1770-08-16, de Voltaire [François Marie Arouet] à Gabriel Cramer.

Vous me disiez, mon cher voisin, que vous prétendiez absolument que les trois premiers volumes fussent finis au 1er 7bre.
Vôtre Suisse n'en prend pas le chemin. Je n'ai eu que deux feuilles depuis vôtre retour. Vous avez peut être déjà commencé l'Enciclopédie et vous avez préféré le grand au petit; mais quand on s'est engagé il ne faut rien sacrifier.

Peut être aussi avez vous commencé quelque in 4. de cette collection que vous faittes de mes misères.

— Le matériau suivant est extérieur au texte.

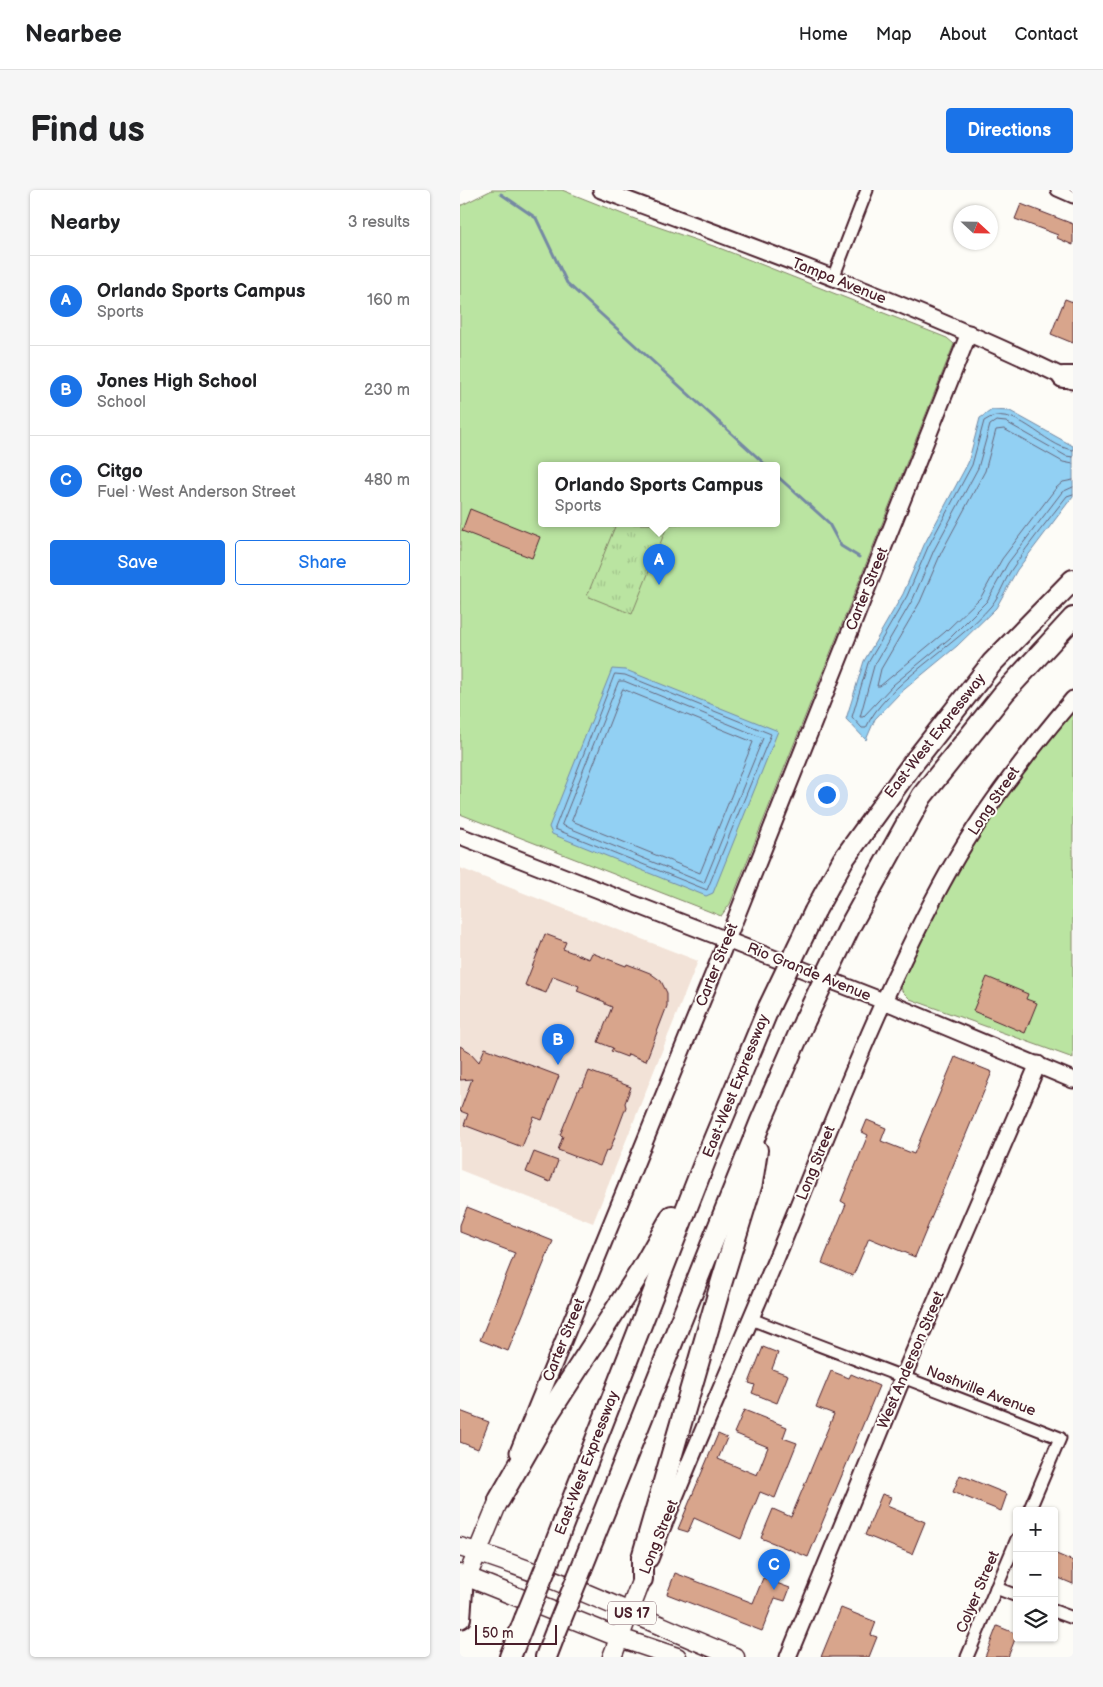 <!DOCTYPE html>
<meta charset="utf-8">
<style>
:root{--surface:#fff;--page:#f6f6f6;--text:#202124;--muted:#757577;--line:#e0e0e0;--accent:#1a73e8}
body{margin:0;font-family:"Balsamiq Sans",sans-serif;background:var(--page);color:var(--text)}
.controls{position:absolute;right:15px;bottom:15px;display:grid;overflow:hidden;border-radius:5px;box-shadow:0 1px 4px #0004}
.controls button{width:45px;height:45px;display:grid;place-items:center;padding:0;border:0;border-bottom:1px solid var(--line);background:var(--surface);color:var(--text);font:25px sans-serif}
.compass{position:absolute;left:493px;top:15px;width:45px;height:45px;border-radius:50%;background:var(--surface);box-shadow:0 1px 4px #0004;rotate:112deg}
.scale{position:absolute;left:15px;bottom:12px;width:82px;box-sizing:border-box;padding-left:5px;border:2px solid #4a1f2b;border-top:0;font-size:14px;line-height:18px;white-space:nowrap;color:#4a1f2b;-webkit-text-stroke:4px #fdfcf7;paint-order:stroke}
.you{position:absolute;left:366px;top:604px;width:18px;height:18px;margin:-12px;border:4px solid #fff;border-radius:50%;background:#1a73e8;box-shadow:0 0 0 8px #1a73e833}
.badge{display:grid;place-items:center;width:32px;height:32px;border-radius:50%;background:var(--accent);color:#fff;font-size:16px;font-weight:700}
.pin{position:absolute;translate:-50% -41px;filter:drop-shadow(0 1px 2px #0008)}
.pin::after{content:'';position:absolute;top:26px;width:18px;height:15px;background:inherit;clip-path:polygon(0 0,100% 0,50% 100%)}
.popup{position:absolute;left:78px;top:272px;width:242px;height:65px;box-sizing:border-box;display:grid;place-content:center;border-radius:5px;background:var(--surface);filter:drop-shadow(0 1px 4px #0005);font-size:16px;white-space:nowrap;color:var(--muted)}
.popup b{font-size:19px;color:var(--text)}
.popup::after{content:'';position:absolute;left:50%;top:100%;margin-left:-10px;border:10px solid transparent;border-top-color:var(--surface)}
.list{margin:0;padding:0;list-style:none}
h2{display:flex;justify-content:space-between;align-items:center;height:65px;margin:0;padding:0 20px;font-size:21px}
h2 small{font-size:16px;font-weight:400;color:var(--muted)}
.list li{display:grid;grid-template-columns:32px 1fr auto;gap:15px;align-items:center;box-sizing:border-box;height:90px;padding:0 20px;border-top:1px solid var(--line)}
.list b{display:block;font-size:19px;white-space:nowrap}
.list p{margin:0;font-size:16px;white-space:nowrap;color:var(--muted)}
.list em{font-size:16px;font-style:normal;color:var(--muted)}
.actions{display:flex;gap:10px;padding:15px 20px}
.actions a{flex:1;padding:11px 0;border:1px solid var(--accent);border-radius:5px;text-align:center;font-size:18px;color:var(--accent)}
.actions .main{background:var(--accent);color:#fff}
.icon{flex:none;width:28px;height:28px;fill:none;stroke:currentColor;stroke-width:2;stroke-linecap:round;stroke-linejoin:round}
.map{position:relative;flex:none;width:613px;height:1467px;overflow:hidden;border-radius:5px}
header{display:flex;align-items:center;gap:30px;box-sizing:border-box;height:70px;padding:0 25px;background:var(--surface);border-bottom:1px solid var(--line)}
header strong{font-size:24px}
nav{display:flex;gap:28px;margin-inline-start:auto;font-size:18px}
.intro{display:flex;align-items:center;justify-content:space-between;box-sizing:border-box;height:120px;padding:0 30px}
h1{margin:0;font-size:35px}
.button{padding:12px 22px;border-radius:5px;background:var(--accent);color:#fff;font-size:18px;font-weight:700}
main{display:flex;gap:30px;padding:0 30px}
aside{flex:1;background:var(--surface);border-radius:5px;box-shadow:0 1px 4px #0004}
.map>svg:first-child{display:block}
.built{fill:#f2e2d7}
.grass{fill:#bae4a1;stroke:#828266;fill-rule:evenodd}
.park{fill:url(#park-tufts);stroke:#828266}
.water{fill:#92d0f3;stroke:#7589a3}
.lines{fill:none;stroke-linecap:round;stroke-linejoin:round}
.shore{stroke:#67667b;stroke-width:1}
.stream{stroke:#7589a3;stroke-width:3}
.building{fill:#d8a58c;stroke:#4a1f2b}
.street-casing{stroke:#4a1f2b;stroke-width:15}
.secondary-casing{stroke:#4a1f2b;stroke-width:19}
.primary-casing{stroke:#4a1f2b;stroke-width:21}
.highway-casing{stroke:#4a1f2b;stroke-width:24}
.street{stroke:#fdfcf7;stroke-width:11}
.secondary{stroke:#fdfcf7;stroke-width:15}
.primary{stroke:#fdfcf7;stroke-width:18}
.highway{stroke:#fdfcf7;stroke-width:20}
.highway-bridge-casing{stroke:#4a1f2b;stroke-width:24;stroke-linecap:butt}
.highway-bridge{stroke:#fdfcf7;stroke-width:20}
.labels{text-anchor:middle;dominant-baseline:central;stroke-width:4;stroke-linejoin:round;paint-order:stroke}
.shield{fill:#fdfcf7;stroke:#806168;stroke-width:1}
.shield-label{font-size:14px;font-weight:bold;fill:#4a1f2b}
.street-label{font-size:15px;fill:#4a1f2b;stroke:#fdfcf7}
</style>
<header>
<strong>Nearbee</strong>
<nav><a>Home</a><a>Map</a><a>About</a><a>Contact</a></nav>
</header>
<div class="intro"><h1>Find us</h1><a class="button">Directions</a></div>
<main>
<aside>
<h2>Nearby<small>3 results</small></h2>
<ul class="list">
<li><span class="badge">A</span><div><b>Orlando Sports Campus</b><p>Sports</p></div><em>160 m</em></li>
<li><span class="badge">B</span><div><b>Jones High School</b><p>School</p></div><em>230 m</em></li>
<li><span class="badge">C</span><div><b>Citgo</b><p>Fuel · West Anderson Street</p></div><em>480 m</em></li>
</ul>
<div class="actions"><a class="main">Save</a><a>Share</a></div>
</aside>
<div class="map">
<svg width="613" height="1467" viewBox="0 0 613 1467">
<defs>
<pattern id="park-tufts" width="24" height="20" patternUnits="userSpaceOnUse" patternTransform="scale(1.25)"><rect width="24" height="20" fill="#bae4a1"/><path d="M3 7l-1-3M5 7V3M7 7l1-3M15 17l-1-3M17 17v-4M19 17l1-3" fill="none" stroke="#a1c38b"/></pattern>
</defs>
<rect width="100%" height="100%" fill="#fdfcf7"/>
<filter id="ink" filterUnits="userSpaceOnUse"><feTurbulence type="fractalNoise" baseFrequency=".02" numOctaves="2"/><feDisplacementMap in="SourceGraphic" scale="10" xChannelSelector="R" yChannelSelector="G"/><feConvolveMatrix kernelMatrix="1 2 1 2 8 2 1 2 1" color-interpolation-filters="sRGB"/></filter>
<g filter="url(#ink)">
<path class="built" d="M0,678L238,771L133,1033L0,980Z"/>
<g class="grass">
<path d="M32,0H102L175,29L262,59L487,148L494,154L270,714L261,726L0,624V16ZM81,276H316V334H81Z"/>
<path d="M613,520V868L450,809L442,801L441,795C479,700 543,596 613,520Z"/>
</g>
<path class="park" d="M156,334H208L172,424L127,406Z"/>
<g class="water">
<path d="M532,220L550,221L613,256V306L557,380L536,418L497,456L440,503L415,529L406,550L386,529L404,471L443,404L464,355L508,273L520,228Z"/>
<path d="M152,479L166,480L318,541L253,703L246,706L92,644L89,637Z"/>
</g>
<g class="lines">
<g class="shore">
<path d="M613,260C584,257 554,210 524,231L512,275L468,357L447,406L408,473L392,527L402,538H406C424,495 498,455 531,416C541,404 545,388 554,376C570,352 589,329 607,306L613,304"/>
<path d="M613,267L606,266L546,232L536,231L530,235L518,278L474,360L453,409L414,476L400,527H403L433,495L490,448L527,411L548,373L602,302L613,297"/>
<path d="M613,274L603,272L544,239L536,240L525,281L481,363L460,412L421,479L417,496H420L485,442L521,407L542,369L596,298L603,292L613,290"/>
<path d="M155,484L165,485L311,544L247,700L95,639Z"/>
<path d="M159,491H164L303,548L244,693L102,635Z"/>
<path d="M163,499L293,552L240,683L112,631Z"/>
</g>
<g class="stream">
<path d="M41,4L76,28L107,93L307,276"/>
<path d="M316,285L368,332L381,356L399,367"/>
</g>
</g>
<g class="building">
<path d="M561,14L613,34V55L597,48L598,45L555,29Z"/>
<path d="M605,109L613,112V153L591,144Z"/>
<path d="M10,319L80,347L72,368L2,341Z"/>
<path d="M85,744L106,752L103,759L129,769L132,763L166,776L167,774L190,783L201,791L207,803V816L186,871L168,864L167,867L151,861L153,858L138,852L152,817L145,814V812L117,801L119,796L93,786L86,803L65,795Z"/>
<path d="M527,787L568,804L566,809L577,813L565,843L513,821Z"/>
<path d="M0,856L10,862L19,872L25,858L99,886L82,930L74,927L62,957L4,935L8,924L0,921L12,889L0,890Z"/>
<path d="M495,867L532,882L455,1067L409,1048L393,1086L362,1073L386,1014L381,1011L408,945L402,942L407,930L426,938L421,951L454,964Z"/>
<path d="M129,881L171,897L165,913L166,917L150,960L146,961L140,976L98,960L103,946L100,945L119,898L123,896Z"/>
<path d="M74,962L98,971L90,992L66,982Z"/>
<path d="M7,1017L93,1051L48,1161L20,1150L55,1063L0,1042V1035Z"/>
<path d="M303,1157L318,1163L312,1179L328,1185L317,1213L292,1203L295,1195L289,1193Z"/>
<path d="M371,1181L389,1188L391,1184L419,1196L348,1367L301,1348L313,1319L331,1327L374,1224L356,1217Z"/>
<path d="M284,1220L327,1237L323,1248L337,1253L315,1308L300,1302L281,1349L234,1328L228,1342L218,1339L258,1244L267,1248L258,1269L297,1285L308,1257L274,1243Z"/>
<path d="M0,1221L29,1232L18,1259L0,1252Z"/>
<path d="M500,1285L547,1304L541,1321L493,1302Z"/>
<path d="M422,1304L431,1307L427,1316L465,1332L452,1364L405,1345Z"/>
<path d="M594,1363L613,1371V1394L594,1386Z"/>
<path d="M215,1383L293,1413L303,1388L330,1398L325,1411L315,1408L302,1441L207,1404Z"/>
<path d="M381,1418L416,1432L411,1445L417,1447L409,1467H361Z"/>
<path d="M537,1436L557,1444L548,1467H525Z"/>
</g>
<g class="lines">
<g class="street-casing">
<g id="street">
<path d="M597,0L613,7"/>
<path d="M373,88L407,0"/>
<path d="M291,1129C394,1169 497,1207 600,1248L569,1321"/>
<path d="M536,1398L557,1406"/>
<path d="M594,1421L613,1428"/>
<path d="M507,1467L557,1349"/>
</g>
</g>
<g class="secondary-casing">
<g id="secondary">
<path d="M141,0C300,59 459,117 612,191"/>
<path d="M0,646L436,816L613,890"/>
<path d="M58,1262L267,750L509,143"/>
<path d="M190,1369C231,1264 278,1161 321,1057C374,929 423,798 491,677C525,617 568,562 613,509"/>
<path d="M328,1467L443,1187L578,874"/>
</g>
</g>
<g class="primary-casing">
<g id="primary">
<path d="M0,1357C95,1385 183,1430 275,1467"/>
<path d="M0,1384L160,1448L217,1467"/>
<path d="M3,1397L39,1310"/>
<path d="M152,1467L182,1389"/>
</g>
</g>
<g class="highway-casing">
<g id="highway">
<path d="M603,187H613"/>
<path d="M355,721L383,670L451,576L532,473L613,390"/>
<path d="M390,736L462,606L544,503L613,428"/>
<path d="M39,1310L89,1223L182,1079L212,1026"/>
<path d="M87,1375L247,966L309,817"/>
<path d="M118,1387L301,931L345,830"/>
<path d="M182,1389V1368L261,1094L292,993L297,960"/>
<path d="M0,1428L2,1401"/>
<path d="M50,1467L65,1429"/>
<path d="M86,1467L96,1441"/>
</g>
</g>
<use href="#street" class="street"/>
<use href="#secondary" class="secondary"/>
<use href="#primary" class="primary"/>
<use href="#highway" class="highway"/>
<g class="highway-bridge-casing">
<g id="highway-bridge">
<path d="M309,817L355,721"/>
<path d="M345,830L390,736"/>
<path d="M65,1429L87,1375"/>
<path d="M96,1441L118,1387"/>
</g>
</g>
<use href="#highway-bridge" class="highway-bridge"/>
</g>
</g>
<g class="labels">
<rect class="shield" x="148" y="1411.5" width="48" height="23" rx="4"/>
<g class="shield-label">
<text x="172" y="1423">US 17</text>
</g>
<g class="street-label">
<text transform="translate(379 91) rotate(22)">Tampa Avenue</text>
<text transform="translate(407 399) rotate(-68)">Carter Street</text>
<text transform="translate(475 546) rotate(-52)">East-West Expressway</text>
<text transform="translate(534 611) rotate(-56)">Long Street</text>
<text transform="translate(257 775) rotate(-68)">Carter Street</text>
<text transform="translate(349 782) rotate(22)">Rio Grande Avenue</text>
<text transform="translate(276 896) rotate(-68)">East-West Expressway</text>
<text transform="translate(356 973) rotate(-68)">Long Street</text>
<text transform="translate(104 1150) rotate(-68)">Carter Street</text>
<text transform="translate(451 1170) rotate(-67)">West Anderson Street</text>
<text transform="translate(521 1201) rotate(21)">Nashville Avenue</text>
<text transform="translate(127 1273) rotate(-69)">East-West Expressway</text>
<text transform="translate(199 1347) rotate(-68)">Long Street</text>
<text transform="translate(518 1402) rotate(-67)">Colyer Street</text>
</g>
</g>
</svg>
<div class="controls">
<button>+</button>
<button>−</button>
<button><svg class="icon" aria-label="layers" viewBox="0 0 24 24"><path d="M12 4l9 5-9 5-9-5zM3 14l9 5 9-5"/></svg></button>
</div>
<svg class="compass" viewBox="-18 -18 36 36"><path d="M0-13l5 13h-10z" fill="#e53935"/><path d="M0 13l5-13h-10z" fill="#757577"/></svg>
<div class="scale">50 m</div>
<div class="you"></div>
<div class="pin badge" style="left:199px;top:395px">A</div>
<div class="popup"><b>Orlando Sports Campus</b>Sports</div>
<div class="pin badge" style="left:98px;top:875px">B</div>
<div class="pin badge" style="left:314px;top:1400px">C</div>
</div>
</main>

Je vous réitère mes instances les plus pressantes, de ne point charger vôtre édition de tous ces fatras dont je vous ai parlé tant de fois, de toutes ces bagatelles qui n'ont qu'un tems; de toutes ces petites pièces de société qui ne sont bonnes que pour la société dans laquelle elles ont été faittes. Croiez moi, très peu de choses sont dignes du public, surtout dans un tems où ce public est très éclairé et très surchargé.

Ne réimprimez pas, surtout, les articles que j'avais donnés à l'Encyclopédie. Ce serait un double emploi qui n'est digne ni de vous ni de moi. Vous êtes le maître de mes ouvrages, je ne puis vous empêcher d'imprimer tout ce qu'il vous plaira à vos risques, périls et fortunes; mais ne m'exposez pas aux révérendes injures de frère Patouillet ex-jésuite, qui dans un mandement de Mr De Montillet, archevêque d'Auch, m'appelle auteur mercénaire (quoi qu'assurément je ne vende point mes ouvrages), qui m'intitule Vagabond, quoique je réside depuis douze ans dans mon château sans en sortir. Si je pouvais vagabonder, ce serait pour aller voir mes amis et surtout vous.